[Po4a-devel]Translating Sgml attributes (take 2)

Francois Gouget fgouget@codeweavers.com
Thu, 16 Jun 2005 19:58:19 +0200


This is a multi-part message in MIME format.
--------------060801000704020008040302
Content-Type: text/plain; charset=us-ascii; format=flowed
Content-Transfer-Encoding: 7bit


Here's a new patch for translating the Sgml attributes which includes 
the feedback from my last proposal.

  * If you specify the attribute to be translated as 'lang' then all the 
lang attribtues are going to be translated, no matter which tag they are 
found in.

  * But this version of the patch also makes it possible to specify a 
tag hierarchy like the Xml module.

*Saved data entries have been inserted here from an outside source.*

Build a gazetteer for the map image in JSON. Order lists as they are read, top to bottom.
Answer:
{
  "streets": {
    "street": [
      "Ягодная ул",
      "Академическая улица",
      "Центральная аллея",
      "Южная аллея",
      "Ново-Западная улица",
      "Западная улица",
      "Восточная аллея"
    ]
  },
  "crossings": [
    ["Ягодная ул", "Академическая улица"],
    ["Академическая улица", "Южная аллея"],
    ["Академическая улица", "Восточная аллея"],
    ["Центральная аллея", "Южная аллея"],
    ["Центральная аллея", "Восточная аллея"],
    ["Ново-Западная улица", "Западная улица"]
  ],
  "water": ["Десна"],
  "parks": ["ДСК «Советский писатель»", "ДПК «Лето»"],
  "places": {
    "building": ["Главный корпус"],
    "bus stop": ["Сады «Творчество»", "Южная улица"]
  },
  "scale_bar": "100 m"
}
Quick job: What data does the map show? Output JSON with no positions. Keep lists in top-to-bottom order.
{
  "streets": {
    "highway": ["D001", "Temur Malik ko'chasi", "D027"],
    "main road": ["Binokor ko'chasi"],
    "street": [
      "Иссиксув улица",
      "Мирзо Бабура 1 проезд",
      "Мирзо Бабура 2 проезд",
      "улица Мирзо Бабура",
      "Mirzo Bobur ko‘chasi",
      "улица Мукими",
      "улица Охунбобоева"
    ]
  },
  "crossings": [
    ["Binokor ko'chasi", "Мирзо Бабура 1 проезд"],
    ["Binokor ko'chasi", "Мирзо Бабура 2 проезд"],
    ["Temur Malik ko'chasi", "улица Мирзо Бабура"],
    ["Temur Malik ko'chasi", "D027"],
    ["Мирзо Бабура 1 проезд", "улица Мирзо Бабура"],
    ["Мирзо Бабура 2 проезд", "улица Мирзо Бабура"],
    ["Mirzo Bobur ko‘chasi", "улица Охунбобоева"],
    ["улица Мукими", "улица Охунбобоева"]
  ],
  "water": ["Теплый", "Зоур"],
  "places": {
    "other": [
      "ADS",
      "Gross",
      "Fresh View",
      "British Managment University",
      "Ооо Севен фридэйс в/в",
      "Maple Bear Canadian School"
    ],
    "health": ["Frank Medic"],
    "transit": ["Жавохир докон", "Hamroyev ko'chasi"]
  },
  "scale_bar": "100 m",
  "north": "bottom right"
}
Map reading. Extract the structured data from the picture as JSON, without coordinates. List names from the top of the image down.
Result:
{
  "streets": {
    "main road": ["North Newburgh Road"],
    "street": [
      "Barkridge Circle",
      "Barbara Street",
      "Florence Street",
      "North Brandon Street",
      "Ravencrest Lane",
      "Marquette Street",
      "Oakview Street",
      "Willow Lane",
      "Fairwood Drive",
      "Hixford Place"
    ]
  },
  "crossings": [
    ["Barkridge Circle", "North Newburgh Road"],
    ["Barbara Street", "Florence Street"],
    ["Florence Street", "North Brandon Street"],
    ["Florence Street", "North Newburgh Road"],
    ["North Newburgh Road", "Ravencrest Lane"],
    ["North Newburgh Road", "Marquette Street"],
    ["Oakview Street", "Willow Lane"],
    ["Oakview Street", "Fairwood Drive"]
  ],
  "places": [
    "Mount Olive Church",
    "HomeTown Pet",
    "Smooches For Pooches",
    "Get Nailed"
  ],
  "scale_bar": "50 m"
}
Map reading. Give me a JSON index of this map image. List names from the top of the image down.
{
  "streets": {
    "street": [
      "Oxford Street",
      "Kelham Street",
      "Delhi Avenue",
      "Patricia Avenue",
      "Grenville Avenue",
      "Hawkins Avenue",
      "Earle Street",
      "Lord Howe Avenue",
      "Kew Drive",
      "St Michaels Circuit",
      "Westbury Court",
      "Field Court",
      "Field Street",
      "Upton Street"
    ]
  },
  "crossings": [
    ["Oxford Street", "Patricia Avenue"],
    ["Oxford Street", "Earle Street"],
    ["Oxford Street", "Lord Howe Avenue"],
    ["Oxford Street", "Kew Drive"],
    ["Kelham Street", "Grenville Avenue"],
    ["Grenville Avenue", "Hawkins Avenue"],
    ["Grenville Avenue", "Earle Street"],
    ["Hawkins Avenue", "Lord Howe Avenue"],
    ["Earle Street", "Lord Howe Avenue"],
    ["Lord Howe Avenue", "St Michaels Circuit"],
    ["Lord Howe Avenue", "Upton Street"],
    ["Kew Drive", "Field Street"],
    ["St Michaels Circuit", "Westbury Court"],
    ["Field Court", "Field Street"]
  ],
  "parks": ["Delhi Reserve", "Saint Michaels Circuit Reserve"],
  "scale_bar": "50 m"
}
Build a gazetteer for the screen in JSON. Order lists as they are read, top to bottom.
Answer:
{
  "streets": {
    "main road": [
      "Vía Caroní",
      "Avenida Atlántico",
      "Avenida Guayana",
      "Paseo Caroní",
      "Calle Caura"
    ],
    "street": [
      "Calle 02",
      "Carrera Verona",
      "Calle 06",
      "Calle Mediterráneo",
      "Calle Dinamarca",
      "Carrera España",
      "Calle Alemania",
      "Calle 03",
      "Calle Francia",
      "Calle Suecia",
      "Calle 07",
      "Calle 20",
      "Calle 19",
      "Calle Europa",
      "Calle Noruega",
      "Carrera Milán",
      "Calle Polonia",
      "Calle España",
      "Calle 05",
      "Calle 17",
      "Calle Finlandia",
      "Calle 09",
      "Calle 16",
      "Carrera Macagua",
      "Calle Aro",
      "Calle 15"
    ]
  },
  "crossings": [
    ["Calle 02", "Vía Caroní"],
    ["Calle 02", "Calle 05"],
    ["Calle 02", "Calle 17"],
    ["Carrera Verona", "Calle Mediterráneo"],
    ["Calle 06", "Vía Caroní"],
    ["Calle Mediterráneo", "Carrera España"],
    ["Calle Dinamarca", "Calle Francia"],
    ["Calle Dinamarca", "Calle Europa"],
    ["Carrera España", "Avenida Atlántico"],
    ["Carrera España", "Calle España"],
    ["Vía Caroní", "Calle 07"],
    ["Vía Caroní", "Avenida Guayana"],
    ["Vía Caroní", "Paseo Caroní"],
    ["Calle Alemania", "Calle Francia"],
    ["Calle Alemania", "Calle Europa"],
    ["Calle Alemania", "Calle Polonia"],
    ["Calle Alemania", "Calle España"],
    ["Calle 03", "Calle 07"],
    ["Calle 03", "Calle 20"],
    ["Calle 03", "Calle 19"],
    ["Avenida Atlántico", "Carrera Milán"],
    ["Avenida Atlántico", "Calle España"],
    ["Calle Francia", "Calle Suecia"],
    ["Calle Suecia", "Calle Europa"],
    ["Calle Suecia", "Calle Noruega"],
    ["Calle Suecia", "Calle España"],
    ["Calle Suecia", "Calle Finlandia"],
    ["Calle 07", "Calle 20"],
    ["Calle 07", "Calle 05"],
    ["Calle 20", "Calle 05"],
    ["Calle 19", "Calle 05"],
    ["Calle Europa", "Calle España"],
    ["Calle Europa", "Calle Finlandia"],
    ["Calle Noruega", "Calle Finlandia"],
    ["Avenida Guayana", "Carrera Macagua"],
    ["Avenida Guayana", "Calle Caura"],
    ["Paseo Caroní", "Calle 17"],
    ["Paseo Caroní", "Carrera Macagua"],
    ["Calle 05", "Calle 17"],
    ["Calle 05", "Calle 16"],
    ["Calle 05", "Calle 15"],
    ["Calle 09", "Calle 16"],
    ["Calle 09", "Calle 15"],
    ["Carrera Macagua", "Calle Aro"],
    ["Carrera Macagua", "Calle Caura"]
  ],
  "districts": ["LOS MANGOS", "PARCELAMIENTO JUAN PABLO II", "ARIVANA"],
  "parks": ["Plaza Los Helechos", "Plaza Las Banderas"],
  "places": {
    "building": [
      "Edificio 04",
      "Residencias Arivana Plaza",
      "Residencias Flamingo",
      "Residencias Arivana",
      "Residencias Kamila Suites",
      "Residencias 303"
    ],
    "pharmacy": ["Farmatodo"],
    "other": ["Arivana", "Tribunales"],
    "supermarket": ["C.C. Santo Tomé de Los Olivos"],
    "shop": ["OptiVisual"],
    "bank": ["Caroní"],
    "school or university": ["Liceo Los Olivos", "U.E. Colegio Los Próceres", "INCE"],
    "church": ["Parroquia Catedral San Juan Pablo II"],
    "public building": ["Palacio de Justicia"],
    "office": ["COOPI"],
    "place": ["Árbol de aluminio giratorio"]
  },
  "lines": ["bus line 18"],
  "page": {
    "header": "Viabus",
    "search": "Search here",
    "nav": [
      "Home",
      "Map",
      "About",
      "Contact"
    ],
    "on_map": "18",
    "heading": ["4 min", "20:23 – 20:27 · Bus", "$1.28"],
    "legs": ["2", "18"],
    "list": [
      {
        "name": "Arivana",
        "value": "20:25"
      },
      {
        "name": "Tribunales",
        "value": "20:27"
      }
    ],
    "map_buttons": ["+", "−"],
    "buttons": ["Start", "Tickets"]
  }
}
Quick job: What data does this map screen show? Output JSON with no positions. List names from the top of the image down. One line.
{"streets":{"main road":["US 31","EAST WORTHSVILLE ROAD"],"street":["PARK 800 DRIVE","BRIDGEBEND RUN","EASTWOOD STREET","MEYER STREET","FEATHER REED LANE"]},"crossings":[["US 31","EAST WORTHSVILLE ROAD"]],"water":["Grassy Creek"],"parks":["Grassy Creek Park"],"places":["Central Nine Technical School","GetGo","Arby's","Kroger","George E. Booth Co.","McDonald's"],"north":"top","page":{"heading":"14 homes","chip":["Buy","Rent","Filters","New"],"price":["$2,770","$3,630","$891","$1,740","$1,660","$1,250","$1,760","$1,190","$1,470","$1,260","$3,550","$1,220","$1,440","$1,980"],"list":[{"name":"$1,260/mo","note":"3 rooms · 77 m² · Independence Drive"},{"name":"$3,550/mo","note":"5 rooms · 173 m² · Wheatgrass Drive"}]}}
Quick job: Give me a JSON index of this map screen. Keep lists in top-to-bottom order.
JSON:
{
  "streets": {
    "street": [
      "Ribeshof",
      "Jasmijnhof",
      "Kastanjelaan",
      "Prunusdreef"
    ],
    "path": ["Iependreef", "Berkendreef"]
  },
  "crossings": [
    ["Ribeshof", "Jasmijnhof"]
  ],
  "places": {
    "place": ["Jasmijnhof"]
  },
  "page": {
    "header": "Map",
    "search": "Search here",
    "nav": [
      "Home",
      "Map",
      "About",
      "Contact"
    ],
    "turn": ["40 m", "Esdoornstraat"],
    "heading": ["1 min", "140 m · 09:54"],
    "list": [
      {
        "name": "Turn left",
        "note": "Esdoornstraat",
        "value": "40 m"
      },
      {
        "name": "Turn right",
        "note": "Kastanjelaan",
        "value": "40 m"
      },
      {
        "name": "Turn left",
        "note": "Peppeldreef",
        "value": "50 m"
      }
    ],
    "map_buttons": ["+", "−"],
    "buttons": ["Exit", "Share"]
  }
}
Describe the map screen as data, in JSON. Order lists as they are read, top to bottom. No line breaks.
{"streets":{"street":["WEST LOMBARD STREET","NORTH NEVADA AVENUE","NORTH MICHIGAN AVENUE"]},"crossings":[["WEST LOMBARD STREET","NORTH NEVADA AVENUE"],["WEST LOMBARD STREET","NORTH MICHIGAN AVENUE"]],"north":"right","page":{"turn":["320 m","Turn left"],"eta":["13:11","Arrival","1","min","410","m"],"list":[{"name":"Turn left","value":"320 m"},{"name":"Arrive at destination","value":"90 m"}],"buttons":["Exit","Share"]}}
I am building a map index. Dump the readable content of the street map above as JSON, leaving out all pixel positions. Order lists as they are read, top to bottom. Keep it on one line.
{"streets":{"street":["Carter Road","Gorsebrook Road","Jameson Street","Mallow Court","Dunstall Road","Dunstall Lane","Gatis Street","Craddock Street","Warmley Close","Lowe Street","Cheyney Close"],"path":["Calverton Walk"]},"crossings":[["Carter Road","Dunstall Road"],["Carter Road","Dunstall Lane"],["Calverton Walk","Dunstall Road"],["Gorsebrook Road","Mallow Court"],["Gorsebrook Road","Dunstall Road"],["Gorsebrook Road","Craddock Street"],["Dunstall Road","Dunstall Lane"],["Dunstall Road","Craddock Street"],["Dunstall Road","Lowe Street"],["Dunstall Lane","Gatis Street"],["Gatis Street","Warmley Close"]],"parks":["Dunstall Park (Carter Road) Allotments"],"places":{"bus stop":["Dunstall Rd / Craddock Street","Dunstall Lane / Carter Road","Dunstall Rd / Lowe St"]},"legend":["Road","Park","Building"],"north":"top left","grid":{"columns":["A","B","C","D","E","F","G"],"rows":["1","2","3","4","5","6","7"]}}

So if you specify "<aaa><bbb>lang", 
then only lang attributes located in a bbb tag which is in an aaa tag 
are going to be translated.

  * Even better, the tag specification is in fact a regular expression 
so you can also write "<(article|book)>lang" if you only want lang 
attributes located in an article or a book tag to be translated.

  * Finally, the above can also be accomplisehd by writing 
'<article>lang <book>lang". That is, if more than one context is 
specified for a given attribute, then they are or-ed.

  * I also modified the msgid string so it reads 'lang=en' as was 
discussed last time rather than just 'en' in order to reduce the 
probability of collisions (but that may be overkill).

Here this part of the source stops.